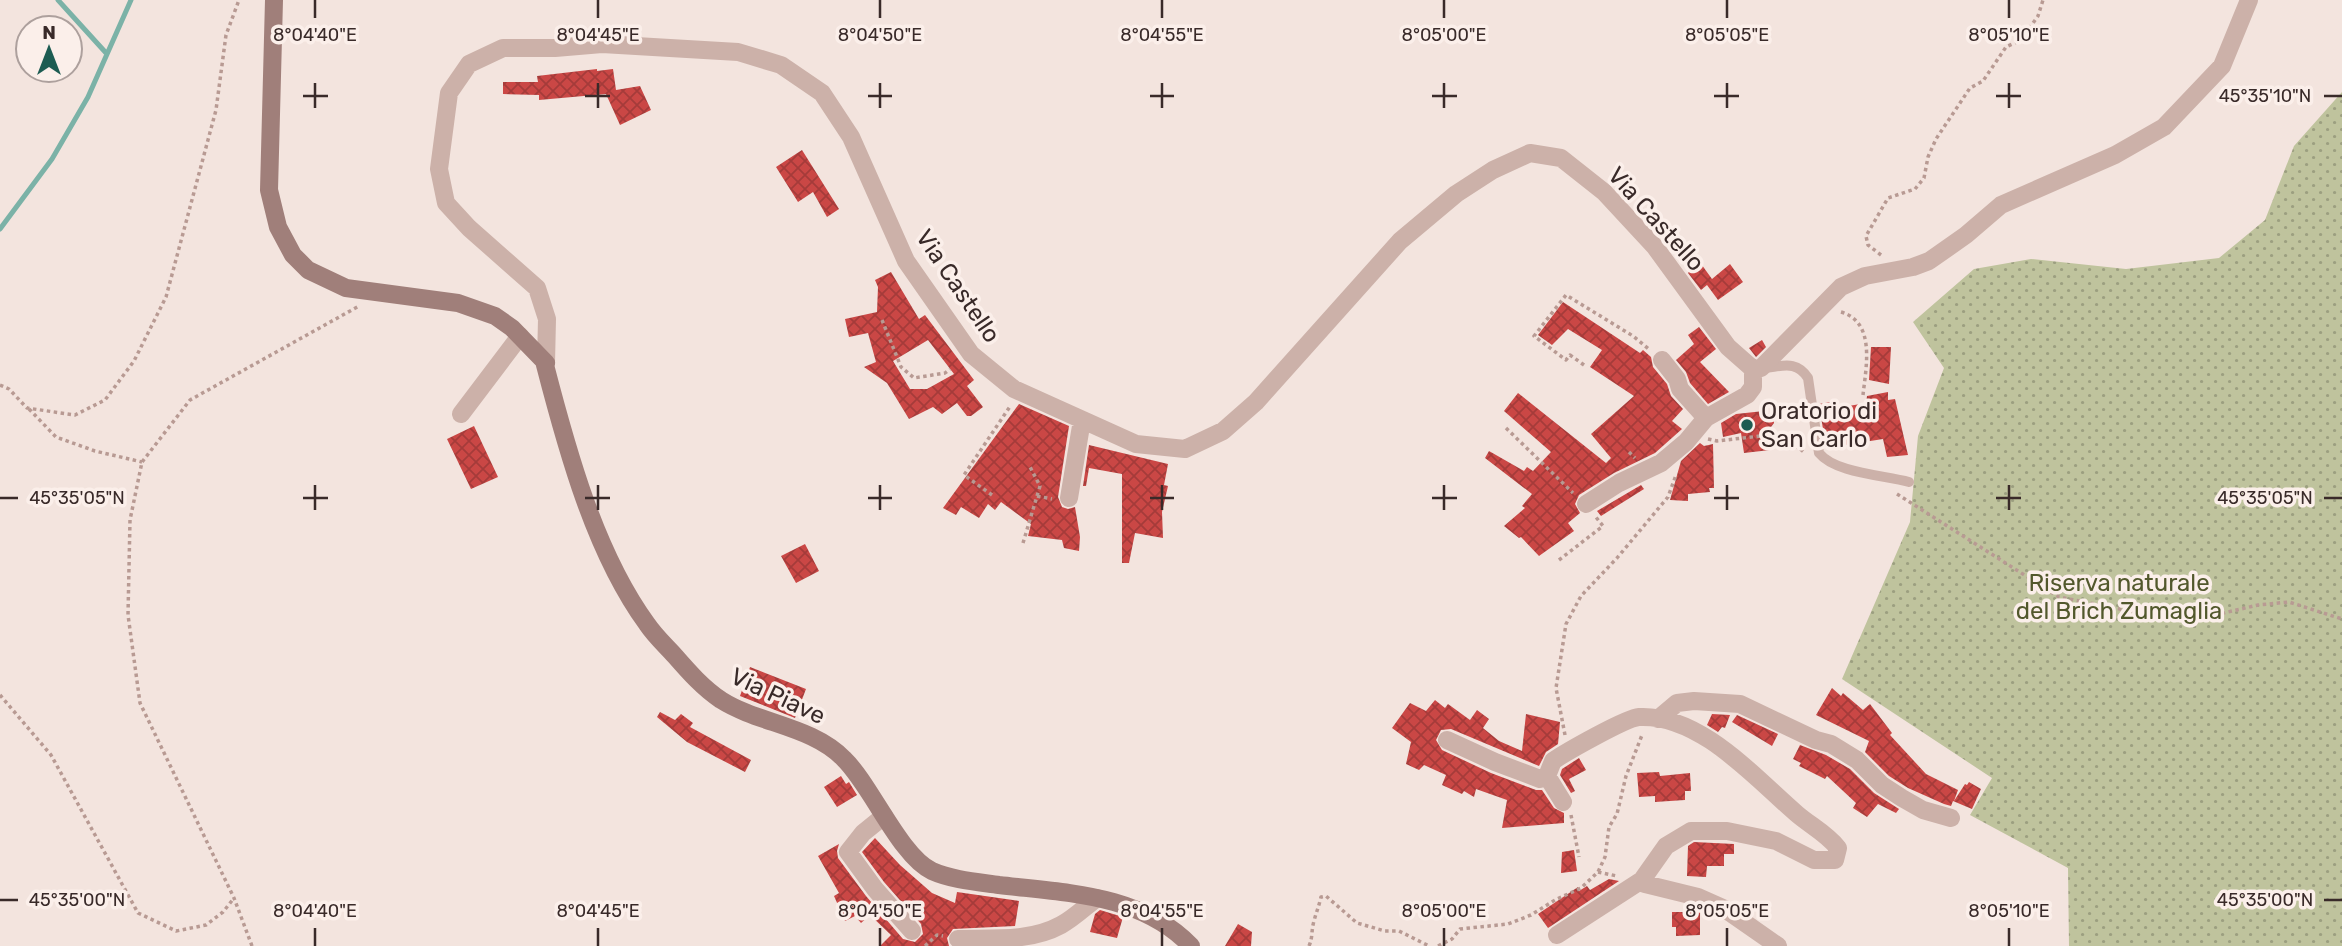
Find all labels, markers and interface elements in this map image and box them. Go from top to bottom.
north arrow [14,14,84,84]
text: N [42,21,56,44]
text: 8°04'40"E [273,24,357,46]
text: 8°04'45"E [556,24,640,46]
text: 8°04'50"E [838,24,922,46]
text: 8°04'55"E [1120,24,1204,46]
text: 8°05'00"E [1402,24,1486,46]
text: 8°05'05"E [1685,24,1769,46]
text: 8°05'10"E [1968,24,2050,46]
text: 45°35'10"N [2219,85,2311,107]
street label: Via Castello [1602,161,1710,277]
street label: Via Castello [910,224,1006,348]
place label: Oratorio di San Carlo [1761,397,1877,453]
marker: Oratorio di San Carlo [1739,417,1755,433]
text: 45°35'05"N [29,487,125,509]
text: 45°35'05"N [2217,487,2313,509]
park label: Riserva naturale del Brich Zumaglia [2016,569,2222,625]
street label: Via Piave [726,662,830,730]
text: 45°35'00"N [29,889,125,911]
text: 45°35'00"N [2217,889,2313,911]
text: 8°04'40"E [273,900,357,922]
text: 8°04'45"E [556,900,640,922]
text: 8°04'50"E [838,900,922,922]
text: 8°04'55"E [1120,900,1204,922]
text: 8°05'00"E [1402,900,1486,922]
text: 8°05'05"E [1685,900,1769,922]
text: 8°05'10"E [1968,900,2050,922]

────

> **Task brief**: Each entry above must be restated word for word; the pictures stay out of the copy.

> **Answer space**:
Find all labels, markers and interface elements in this map image and box them. Go from top to bottom.
north arrow [14,14,84,84]
text: N [42,21,56,44]
text: 8°04'40"E [273,24,357,46]
text: 8°04'45"E [556,24,640,46]
text: 8°04'50"E [838,24,922,46]
text: 8°04'55"E [1120,24,1204,46]
text: 8°05'00"E [1402,24,1486,46]
text: 8°05'05"E [1685,24,1769,46]
text: 8°05'10"E [1968,24,2050,46]
text: 45°35'10"N [2219,85,2311,107]
street label: Via Castello [1602,161,1710,277]
street label: Via Castello [910,224,1006,348]
place label: Oratorio di San Carlo [1761,397,1877,453]
marker: Oratorio di San Carlo [1739,417,1755,433]
text: 45°35'05"N [29,487,125,509]
text: 45°35'05"N [2217,487,2313,509]
park label: Riserva naturale del Brich Zumaglia [2016,569,2222,625]
street label: Via Piave [726,662,830,730]
text: 45°35'00"N [29,889,125,911]
text: 45°35'00"N [2217,889,2313,911]
text: 8°04'40"E [273,900,357,922]
text: 8°04'45"E [556,900,640,922]
text: 8°04'50"E [838,900,922,922]
text: 8°04'55"E [1120,900,1204,922]
text: 8°05'00"E [1402,900,1486,922]
text: 8°05'05"E [1685,900,1769,922]
text: 8°05'10"E [1968,900,2050,922]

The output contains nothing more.